I am missing my mum already, and I’m certain it’s only the beginning, but I am confident and convinced also that God has stepped in the fill the gap and the vacuum that this transistion would have created in our lives. I tell my friends proudly that I have never had any reason to go to the hospital in my life till date order than to remove or fill my teeth – Never! Till a few weeks ago, all I ever do, is pick up my phone and dial my mum. She was my health google, she had all the answers, and they always worked. I thought this was my own little secret, I discovered to my amazement when the pastor of her church preached her closing sermon, that there are many people including the pastors family whose healths were just my mum’s phone number away. When I sit down to ruminate about the things that my mother got involved in, my efforts look like childsplay. Allowing her life to inspire mine, I am certain that I ought to do more. I can do much more than I am doing, you can do much more than you are doing! All you and I need to do, is to shift our thinking, and decide to do more! Don’t merely count your days, let your days count.
Here are a few other lessons and examples from my mum on doing more.
1. Do unforgetable good.
One of my aunties (on my fathers side) shared a story on the wake keeping that touched me. One of her sons, a really senior cousin to me, stayed with my parents when I was a baby. He was with my parents and was being sent to school by them, because they were slightly financially better than his parents. After a while, around when he got to form 4 (SS1), his father sent for him. Unknown to my parents, he was sent for, so that he could stop schooling and start farming. My mum travelled to where they were located, saw this young chap on the farm, and insisted that she wanted to take him back to Ilorin and to school. She stood her ground till it was agreed, with my dad’s intervention he got readmitted back to the secondary school even though he had missed some months.
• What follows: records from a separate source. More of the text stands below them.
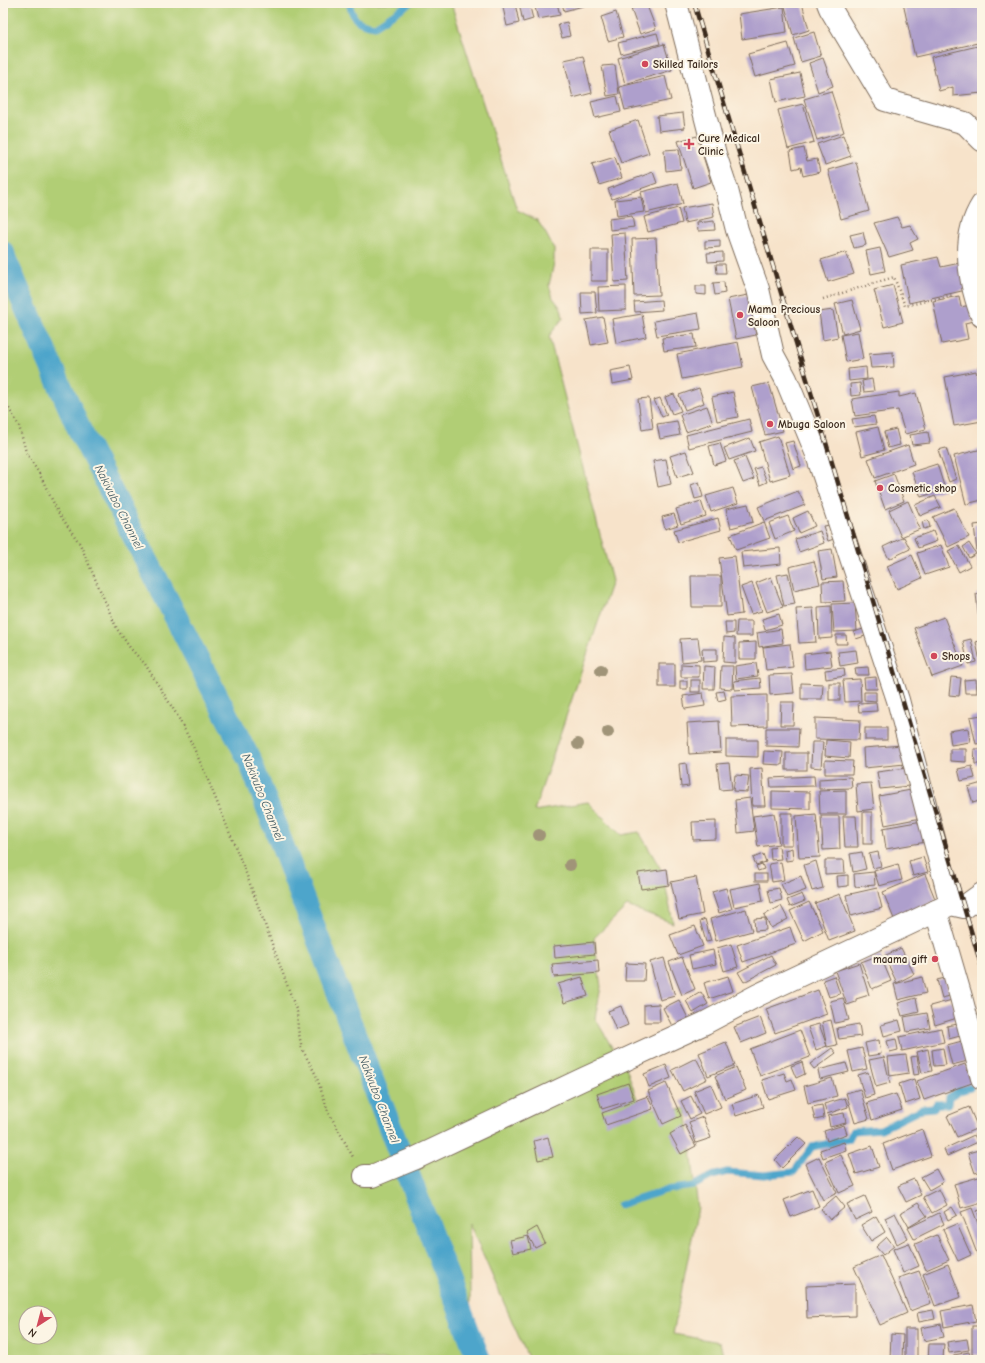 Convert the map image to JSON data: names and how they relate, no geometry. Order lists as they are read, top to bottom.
{
  "water": ["Nakivubo Channel"],
  "places": {
    "other": [
      "Skilled Tailors",
      "Mama Precious Saloon",
      "Mbuga Saloon",
      "Cosmetic shop",
      "Shops",
      "maama gift"
    ],
    "health": ["Cure Medical Clinic"]
  },
  "north": "bottom left"
}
They supported him until he finished his university engineering degree and started his own life. This is one story out of ones similar to it. It didn’t matter how far the relationship is, she tried to help as much as was possible. I know many people that she has won my support to join her in helping, I know some too, who might be unsure of approaching me now that she’s gone. It’s not about how much money you have or don’t have. My parents were not wealthy, they were civil servants with bottom of the pyramid pay, but out of the little available, they made unforgetable marks in people’s lives. Are you doing the same?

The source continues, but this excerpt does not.